Machine learning has emerged as the most important and widely used tool in resolving the administrative and other educational related problems. Most of the research in the educational field centers on demonstrating the student's potential rather than focusing on faculty quality. In this paper the performance of the instructor is evaluated through feedback collected from students in the questionnaire form. The unlabelled dataset is taken from UCI machine learning repository consisting of 5820 records with 33 attributes. Firstly, the dataset is labelled(three labels) using agglomerative clustering and the k-means algorithms. Further, five feature selection techniques (Random Forest,Principal Component Analysis, Recursive Feature Selection, Univariate Feature Selection, and Genetic Algorithm) are applied to extract essential features.
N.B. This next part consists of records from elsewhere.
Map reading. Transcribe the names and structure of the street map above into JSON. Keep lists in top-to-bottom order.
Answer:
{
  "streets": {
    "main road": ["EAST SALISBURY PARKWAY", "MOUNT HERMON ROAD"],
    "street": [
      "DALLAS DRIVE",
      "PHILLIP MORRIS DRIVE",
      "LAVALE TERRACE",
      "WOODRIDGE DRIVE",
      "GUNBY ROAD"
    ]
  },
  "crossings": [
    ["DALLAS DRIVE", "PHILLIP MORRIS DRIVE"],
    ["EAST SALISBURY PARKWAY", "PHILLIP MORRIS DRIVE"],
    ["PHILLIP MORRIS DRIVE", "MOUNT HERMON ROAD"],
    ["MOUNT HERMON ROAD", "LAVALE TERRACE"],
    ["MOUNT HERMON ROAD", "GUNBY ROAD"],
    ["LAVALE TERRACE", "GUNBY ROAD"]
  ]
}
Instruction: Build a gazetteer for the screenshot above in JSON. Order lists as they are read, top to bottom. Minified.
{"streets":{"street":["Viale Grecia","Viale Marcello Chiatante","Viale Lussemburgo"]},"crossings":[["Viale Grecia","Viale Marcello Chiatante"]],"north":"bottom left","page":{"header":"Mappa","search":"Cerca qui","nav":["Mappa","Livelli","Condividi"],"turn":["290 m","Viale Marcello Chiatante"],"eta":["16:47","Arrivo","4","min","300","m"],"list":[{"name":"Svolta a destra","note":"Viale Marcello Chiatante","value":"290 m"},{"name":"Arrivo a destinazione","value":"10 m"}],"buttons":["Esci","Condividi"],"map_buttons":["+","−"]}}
After feature selection, twelve classification algorithms (K Nearest Neighbor, XGBoost, Multi-Layer Perceptron, AdaBoost, Random Forest, Logistic Regression, Decision Tree, Bagging, LightGBM, Support Vector Machine, Extra Tree and Naive Bayes) are applied using Python language. Out of all algorithms applied, Support Vector Machine with PCA feature selection technique has given the highest accuracy value 99.66%, recall value 99.66%, precision value 99.67%, and f-score value 99.67%. To prove that results are statistically different, we have applied ANOVA one way test.
利用机器学习和特征选择算法预测高等教育教师的表现
机器学习已经成为解决管理和其他教育相关问题的最重要和最广泛使用的工具。教育领域的大多数研究都集中在展示学生的潜力上,而不是关注教师的素质。本文通过问卷调查的形式收集学生的反馈来评估教师的绩效。未标记数据集取自UCI机器学习存储库,由5820条记录和33个属性组成。首先,使用聚集聚类和k-means算法对数据集进行标记(三个标签)。此外,采用随机森林、主成分分析、递归特征选择、单变量特征选择和遗传算法等五种特征选择技术提取基本特征。经过特征选择,采用Python语言,采用K近邻、XGBoost、多层感知器、AdaBoost、随机森林、Logistic回归、决策树、Bagging、LightGBM、支持向量机、Extra Tree、朴素贝叶斯等12种分类算法进行分类。在所有应用的算法中,支持向量机与PCA特征选择技术的准确率最高,达到99.66%,召回率99.66%,精度99.67%,f-score值99.67%。为了证明结果在统计上是不同的,我们采用了方差分析的单向检验。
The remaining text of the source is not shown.